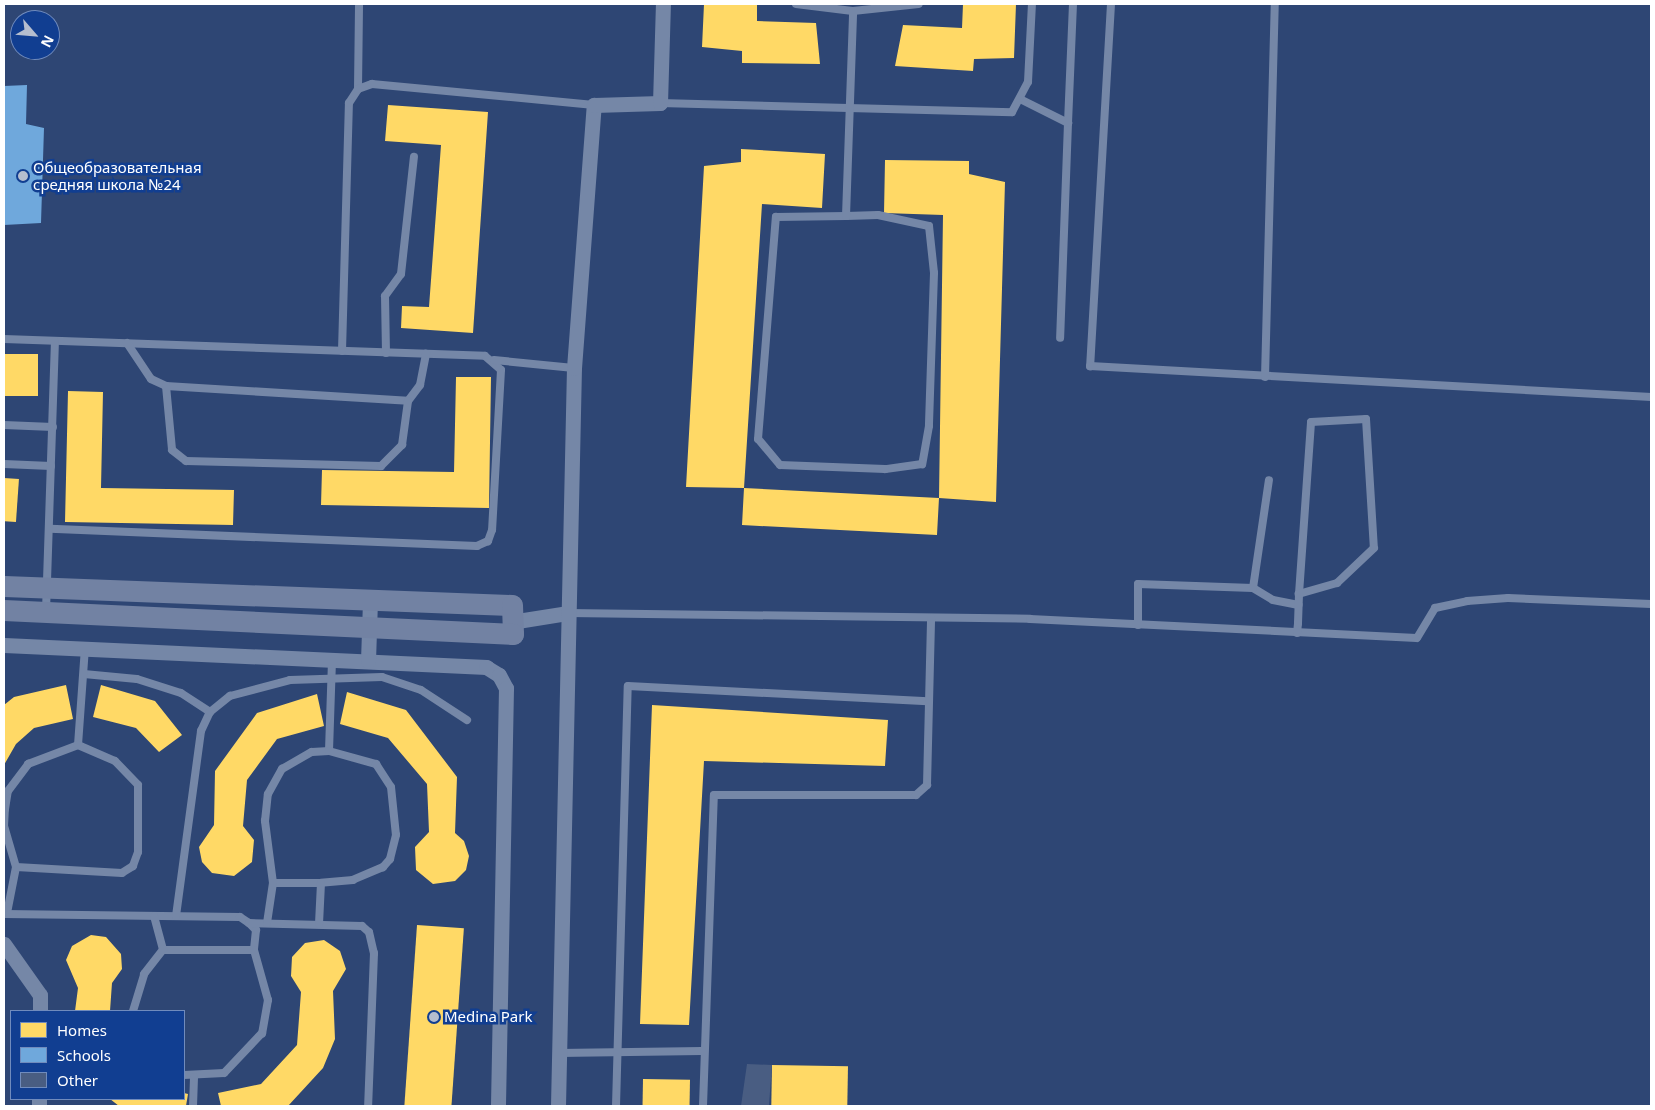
<!DOCTYPE html>
<html>
<head>
<meta charset="utf-8">
<style>
	body { margin:0 }
	#map { position:relative; width:1655px; height:1110px; overflow:hidden; background:#2e4674; font-family:"Noto Sans",sans-serif }
	div>[style] { position:absolute }
	.homes>* { inset:0; background:#ffd966; transform-origin:0 0 }
	.schools>* { inset:0; background:#6fa8dc }
	.building>* { inset:0; background:#495d82 }
	.lane>* { height:8px; margin:-4px; padding:0 4px; transform-origin:4px; border-radius:4px; background:#7587a7 }
	.street>* { height:15px; margin:-7.5px; padding:0 7.5px; transform-origin:7.5px; border-radius:7.5px; background:#7587a7 }
	.secondary>* { height:21px; margin:-10.5px; padding:0 10.5px; transform-origin:10.5px; border-radius:10.5px; background:#7282a3 }
	.dots>* { width:14px; height:14px; translate:-50% -50%; box-sizing:border-box; border:2px solid #113e91; border-radius:50% }
	span { translate:-50% -50%; white-space:nowrap; text-align:center; line-height:1.15; -webkit-text-stroke:5px #113e91; paint-order:stroke }
	.poi-label { font-size:15px; color:#fff }
	.left { translate:0 -50%; text-align:left }
	.frame { position:absolute; inset:0; border:5px solid #fff; pointer-events:none }
	.legend { position:absolute; left:10px; top:1010px; width:175px; height:90px; box-sizing:border-box; background:#113e91; border:1px solid #708bbd; margin:0; padding:6px 9px; list-style:none; font-size:15px; color:#fff }
	.legend li { display:flex; align-items:center; gap:10px; height:25px }
	.legend b { width:25px; border:1px solid #708bbd }
	.north { position:absolute; left:10px; top:10px; width:50px; height:50px; box-sizing:border-box; background:#113e91; border:1px solid #708bbd; border-radius:50%; rotate:117deg; font-size:14px; font-weight:700; line-height:20px; text-align:center; color:#fff }
	.north::after { content:''; display:block; margin:auto; width:18px; height:22px; background:#b6bece; clip-path:polygon(50% 0,100% 100%,50% 72%,0 100%) }
</style>
</head>
<body>
<div id="map">
	<div class="homes">
		<i style="clip-path:polygon(704px 4px,757px 4px,757px 21px,816px 23px,820px 64px,742px 63px,742px 51px,702px 47px)"></i>
		<i style="clip-path:polygon(963px 4px,1016px 4px,1014px 58px,974px 59px,973px 71px,895px 66px,903px 25px,962px 28px)"></i>
		<i style="clip-path:polygon(388px 105px,488px 112px,473px 333px,401px 328px,402px 306px,429px 307px,441px 145px,385px 141px)"></i>
		<i style="clip-path:polygon(741px 149px,825px 154px,822px 208px,762px 204px,744px 488px,939px 498px,943px 215px,884px 213px,885px 160px,969px 161px,969px 174px,1005px 182px,996px 502px,939px 498px,937px 535px,742px 525px,744px 488px,686px 487px,704px 166px,741px 162px)"></i>
		<i style="left:4px;top:354px;width:34px;height:42px"></i>
		<i style="clip-path:polygon(456px 377px,491px 377px,489px 508px,321px 505px,322px 470px,454px 472px)"></i>
		<i style="clip-path:polygon(68px 391px,103px 392px,101px 488px,234px 490px,233px 525px,65px 522px)"></i>
		<i style="left:4px;top:478px;width:15px;height:43px;rotate:4deg"></i>
		<i style="clip-path:polygon(66px 685px,73px 719px,34px 728px,16px 744px,4px 765px,4px 705px,14px 697px)"></i>
		<i style="clip-path:polygon(101px 685px,155px 701px,182px 735px,159px 752px,136px 728px,93px 717px)"></i>
		<i style="clip-path:polygon(347px 692px,406px 710px,457px 777px,455px 833px,464px 841px,469px 856px,466px 870px,455px 881px,433px 884px,416px 870px,415px 847px,429px 832px,427px 784px,388px 738px,340px 724px)"></i>
		<i style="clip-path:polygon(317px 694px,324px 726px,277px 739px,247px 780px,243px 826px,254px 840px,252px 862px,234px 876px,212px 873px,202px 862px,199px 847px,214px 825px,215px 771px,257px 713px)"></i>
		<i style="clip-path:polygon(652px 705px,888px 720px,885px 766px,704px 761px,689px 1025px,640px 1024px)"></i>
		<i style="left:417px;top:925px;width:47px;height:181px;rotate:4deg"></i>
		<i style="clip-path:polygon(91px 935px,106px 937px,121px 954px,122px 969px,112px 983px,110px 1011px,75px 1011px,78px 988px,66px 960px,72px 946px)"></i>
		<i style="clip-path:polygon(324px 940px,340px 951px,346px 969px,333px 991px,335px 1039px,323px 1068px,288px 1106px,221px 1106px,218px 1093px,261px 1084px,297px 1045px,301px 992px,291px 976px,292px 957px,305px 943px)"></i>
		<i style="left:772px;top:1065px;width:76px;height:40px;rotate:1deg"></i>
		<i style="left:643px;top:1079px;width:47px;height:27px;rotate:1deg"></i>
		<i style="clip-path:polygon(184px 1093px,188px 1094px,186px 1106px,119px 1106px,110px 1099px,184px 1099px)"></i>
	</div>
	<div class="schools">
		<i style="clip-path:polygon(27px 85px,26px 124px,44px 128px,41px 223px,4px 225px,4px 86px)"></i>
	</div>
	<div class="building">
		<i style="clip-path:polygon(747px 1064px,772px 1065px,769px 1105px,741px 1106px)"></i>
	</div>
	<div class="lane">
		<i style="left:796px;top:4px;width:57px;rotate:7deg"></i>
		<i style="left:853px;top:11px;width:66px;rotate:-6.1deg"></i>
		<i style="left:1111px;top:4px;width:363px;rotate:93.3deg"></i>
		<i style="left:1090px;top:366px;width:562px;rotate:3.16deg"></i>
		<i style="left:358px;top:89px;width:85px;rotate:-89.3deg"></i>
		<i style="left:1020px;top:99px;width:54px;rotate:26.6deg"></i>
		<i style="left:1068px;top:123px;width:215px;rotate:92.1deg"></i>
		<i style="left:660px;top:103px;width:352px;rotate:1.5deg"></i>
		<i style="left:1012px;top:112px;width:34px;rotate:-62deg"></i>
		<i style="left:1028px;top:82px;width:78px;rotate:-87.1deg"></i>
		<i style="left:1068px;top:123px;width:119px;rotate:-87.6deg"></i>
		<i style="left:846px;top:216px;width:32px;rotate:-2deg"></i>
		<i style="left:878px;top:215px;width:52px;rotate:12.2deg"></i>
		<i style="left:929px;top:226px;width:47px;rotate:83.9deg"></i>
		<i style="left:934px;top:273px;width:153px;rotate:91.9deg"></i>
		<i style="left:929px;top:426px;width:39px;rotate:100deg"></i>
		<i style="left:922px;top:464px;width:37px;rotate:172deg"></i>
		<i style="left:885px;top:469px;width:105px;rotate:-177.8deg"></i>
		<i style="left:780px;top:465px;width:34px;rotate:-130deg"></i>
		<i style="left:758px;top:439px;width:223px;rotate:-85.4deg"></i>
		<i style="left:776px;top:217px;width:70px;rotate:-0.8deg"></i>
		<i style="left:846px;top:216px;width:205px;rotate:-88deg"></i>
		<i style="left:4px;top:339px;width:481px;rotate:2deg"></i>
		<i style="left:485px;top:356px;width:21px;rotate:41deg"></i>
		<i style="left:501px;top:370px;width:160px;rotate:93.2deg"></i>
		<i style="left:492px;top:530px;width:12px;rotate:110deg"></i>
		<i style="left:488px;top:541px;width:12px;rotate:156deg"></i>
		<i style="left:477px;top:546px;width:427px;rotate:-177.7deg"></i>
		<i style="left:127px;top:343px;width:43px;rotate:56.3deg"></i>
		<i style="left:151px;top:379px;width:17px;rotate:25deg"></i>
		<i style="left:166px;top:386px;width:242px;rotate:3.5deg"></i>
		<i style="left:408px;top:401px;width:20px;rotate:-53deg"></i>
		<i style="left:420px;top:385px;width:32px;rotate:-79deg"></i>
		<i style="left:342px;top:351px;width:248px;rotate:-88.4deg"></i>
		<i style="left:349px;top:103px;width:17px;rotate:-57deg"></i>
		<i style="left:358px;top:89px;width:15px;rotate:-20deg"></i>
		<i style="left:372px;top:84px;width:223px;rotate:5.4deg"></i>
		<i style="left:386px;top:353px;width:57px;rotate:-91deg"></i>
		<i style="left:385px;top:296px;width:27px;rotate:-54deg"></i>
		<i style="left:401px;top:274px;width:118px;rotate:-83.7deg"></i>
		<i style="left:494px;top:360px;width:80px;rotate:5.7deg"></i>
		<i style="left:1265px;top:377px;width:373px;rotate:-88.5deg"></i>
		<i style="left:166px;top:386px;width:64px;rotate:84.6deg"></i>
		<i style="left:172px;top:450px;width:18px;rotate:38deg"></i>
		<i style="left:186px;top:461px;width:195px;rotate:1.5deg"></i>
		<i style="left:381px;top:466px;width:30px;rotate:-45deg"></i>
		<i style="left:402px;top:445px;width:44px;rotate:-82.2deg"></i>
		<i style="left:4px;top:425px;width:49px;rotate:2.3deg"></i>
		<i style="left:4px;top:464px;width:47px;rotate:2.4deg"></i>
		<i style="left:1253px;top:588px;width:23px;rotate:31deg"></i>
		<i style="left:1273px;top:600px;width:26px;rotate:11deg"></i>
		<i style="left:46px;top:611px;width:270px;rotate:-88.1deg"></i>
		<i style="left:568px;top:613px;width:462px;rotate:0.7deg"></i>
		<i style="left:1030px;top:619px;width:387px;rotate:2.8deg"></i>
		<i style="left:1417px;top:638px;width:35px;rotate:-59deg"></i>
		<i style="left:1435px;top:608px;width:33px;rotate:-12deg"></i>
		<i style="left:1467px;top:601px;width:41px;rotate:-4.2deg"></i>
		<i style="left:1508px;top:598px;width:143px;rotate:2.4deg"></i>
		<i style="left:1138px;top:625px;width:41px;rotate:-90deg"></i>
		<i style="left:1138px;top:584px;width:115px;rotate:2deg"></i>
		<i style="left:1253px;top:588px;width:109px;rotate:-81.6deg"></i>
		<i style="left:1297px;top:633px;width:10px;rotate:-84deg"></i>
		<i style="left:1298px;top:623px;width:29px;rotate:-88deg"></i>
		<i style="left:1299px;top:594px;width:172px;rotate:-86deg"></i>
		<i style="left:1311px;top:422px;width:55px;rotate:-3.1deg"></i>
		<i style="left:1366px;top:419px;width:129px;rotate:86.5deg"></i>
		<i style="left:1374px;top:548px;width:51px;rotate:136.6deg"></i>
		<i style="left:1337px;top:583px;width:40px;rotate:164deg"></i>
		<i style="left:84px;top:674px;width:53px;rotate:5.4deg"></i>
		<i style="left:137px;top:679px;width:46px;rotate:17.7deg"></i>
		<i style="left:181px;top:693px;width:35px;rotate:33deg"></i>
		<i style="left:78px;top:745px;width:97px;rotate:-85.9deg"></i>
		<i style="left:329px;top:751px;width:92px;rotate:-88.1deg"></i>
		<i style="left:273px;top:883px;width:48px"></i>
		<i style="left:7px;top:913px;width:47px;rotate:-78.9deg"></i>
		<i style="left:16px;top:867px;width:43px;rotate:-106.3deg"></i>
		<i style="left:4px;top:826px;width:17px;rotate:-87deg"></i>
		<i style="left:5px;top:809px;width:18px;rotate:-81deg"></i>
		<i style="left:8px;top:791px;width:34px;rotate:-53deg"></i>
		<i style="left:28px;top:764px;width:53px;rotate:-20.8deg"></i>
		<i style="left:78px;top:745px;width:40px;rotate:23.4deg"></i>
		<i style="left:115px;top:761px;width:33px;rotate:46deg"></i>
		<i style="left:138px;top:785px;width:67px;rotate:90deg"></i>
		<i style="left:138px;top:852px;width:15px;rotate:110deg"></i>
		<i style="left:133px;top:866px;width:13px;rotate:148deg"></i>
		<i style="left:122px;top:873px;width:106px;rotate:-176.8deg"></i>
		<i style="left:4px;top:914px;width:236px;rotate:0.7deg"></i>
		<i style="left:240px;top:917px;width:11px;rotate:34deg"></i>
		<i style="left:249px;top:923px;width:10px;rotate:45deg"></i>
		<i style="left:256px;top:930px;width:20px;rotate:96deg"></i>
		<i style="left:254px;top:950px;width:52px;rotate:74.4deg"></i>
		<i style="left:268px;top:1000px;width:34px;rotate:100deg"></i>
		<i style="left:262px;top:1033px;width:55px;rotate:133.5deg"></i>
		<i style="left:224px;top:1073px;width:40px;rotate:177.1deg"></i>
		<i style="left:154px;top:916px;width:35px;rotate:75deg"></i>
		<i style="left:176px;top:916px;width:187px;rotate:-82.3deg"></i>
		<i style="left:201px;top:731px;width:21px;rotate:-65deg"></i>
		<i style="left:210px;top:712px;width:26px;rotate:-39deg"></i>
		<i style="left:230px;top:696px;width:62px;rotate:-14.9deg"></i>
		<i style="left:290px;top:680px;width:92px;rotate:-1.9deg"></i>
		<i style="left:382px;top:677px;width:41px;rotate:18.4deg"></i>
		<i style="left:421px;top:690px;width:55px;rotate:33.1deg"></i>
		<i style="left:249px;top:923px;width:113px;rotate:1.5deg"></i>
		<i style="left:362px;top:926px;width:9px;rotate:41deg"></i>
		<i style="left:369px;top:932px;width:22px;rotate:77deg"></i>
		<i style="left:374px;top:953px;width:153px;rotate:92.2deg"></i>
		<i style="left:267px;top:923px;width:40px;rotate:-81.5deg"></i>
		<i style="left:273px;top:883px;width:63px;rotate:-97.4deg"></i>
		<i style="left:265px;top:821px;width:27px;rotate:-84deg"></i>
		<i style="left:268px;top:794px;width:29px;rotate:-61deg"></i>
		<i style="left:282px;top:769px;width:34px;rotate:-30deg"></i>
		<i style="left:312px;top:752px;width:17px;rotate:-3deg"></i>
		<i style="left:329px;top:751px;width:49px;rotate:15.5deg"></i>
		<i style="left:376px;top:764px;width:27px;rotate:57deg"></i>
		<i style="left:391px;top:787px;width:48px;rotate:84.1deg"></i>
		<i style="left:396px;top:835px;width:25px;rotate:104deg"></i>
		<i style="left:390px;top:859px;width:11px;rotate:131deg"></i>
		<i style="left:383px;top:867px;width:33px;rotate:157deg"></i>
		<i style="left:353px;top:880px;width:32px;rotate:175deg"></i>
		<i style="left:321px;top:883px;width:41px;rotate:92.8deg"></i>
		<i style="left:163px;top:950px;width:91px"></i>
		<i style="left:133px;top:1011px;width:39px;rotate:-73deg"></i>
		<i style="left:144px;top:974px;width:31px;rotate:-52deg"></i>
		<i style="left:559px;top:1053px;width:143px;rotate:-0.8deg"></i>
		<i style="left:193px;top:1106px;width:29px;rotate:-88deg"></i>
		<i style="left:616px;top:1106px;width:420px;rotate:-88.4deg"></i>
		<i style="left:628px;top:686px;width:300px;rotate:2.9deg"></i>
		<i style="left:703px;top:1106px;width:311px;rotate:-88deg"></i>
		<i style="left:714px;top:795px;width:202px"></i>
		<i style="left:916px;top:795px;width:15px;rotate:-42deg"></i>
		<i style="left:927px;top:785px;width:167px;rotate:-88.6deg"></i>
	</div>
	<div class="street">
		<i style="left:511px;top:622px;width:58px;rotate:-9deg"></i>
		<i style="left:4px;top:645px;width:483px;rotate:2.6deg"></i>
		<i style="left:486px;top:667px;width:15px;rotate:32deg"></i>
		<i style="left:499px;top:675px;width:15px;rotate:62deg"></i>
		<i style="left:506px;top:688px;width:418px;rotate:91.1deg"></i>
		<i style="left:368px;top:661px;width:60px;rotate:-88.1deg"></i>
		<i style="left:4px;top:944px;width:62px;rotate:54.8deg"></i>
		<i style="left:40px;top:995px;width:16px;rotate:90deg"></i>
		<i style="left:39px;top:1106px;width:7px;rotate:-90deg"></i>
		<i style="left:558px;top:1106px;width:738px;rotate:-88.76deg"></i>
		<i style="left:574px;top:368px;width:264px;rotate:-85.7deg"></i>
		<i style="left:594px;top:105px;width:66px;rotate:-1.7deg"></i>
		<i style="left:660px;top:103px;width:99px;rotate:-88.3deg"></i>
	</div>
	<div class="secondary">
		<i style="left:4px;top:586px;width:508px;rotate:2.14deg"></i>
		<i style="left:512px;top:605px;width:29px;rotate:88deg"></i>
		<i style="left:513px;top:634px;width:510px;rotate:-177.3deg"></i>
	</div>
	<div class="dots">
		<i style="left:23px;top:176px;background:#b6bece"></i>
		<i style="left:434px;top:1017px;background:#b6bece"></i>
	</div>
	<div class="poi-label">
		<span class="left" style="left:33px;top:176px">Общеобразовательная<br>средняя школа №24</span>
		<span class="left" style="left:444px;top:1017px">Medina Park</span>
	</div>
	<div class="frame"></div>
	<ul class="legend">
	<li><b style="height:14px;background:#ffd966"></b>Homes</li>
	<li><b style="height:14px;background:#6fa8dc"></b>Schools</li>
	<li><b style="height:14px;background:#495d82"></b>Other</li>
	</ul>
	<div class="north">N</div>
</div>
</body>
</html>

-----

Try it: Lines above that include the string "padding" need to be copied.

Solved problem:
	.lane>* { height:8px; margin:-4px; padding:0 4px; transform-origin:4px; border-radius:4px; background:#7587a7 }
	.street>* { height:15px; margin:-7.5px; padding:0 7.5px; transform-origin:7.5px; border-radius:7.5px; background:#7587a7 }
	.secondary>* { height:21px; margin:-10.5px; padding:0 10.5px; transform-origin:10.5px; border-radius:10.5px; background:#7282a3 }
	.legend { position:absolute; left:10px; top:1010px; width:175px; height:90px; box-sizing:border-box; background:#113e91; border:1px solid #708bbd; margin:0; padding:6px 9px; list-style:none; font-size:15px; color:#fff }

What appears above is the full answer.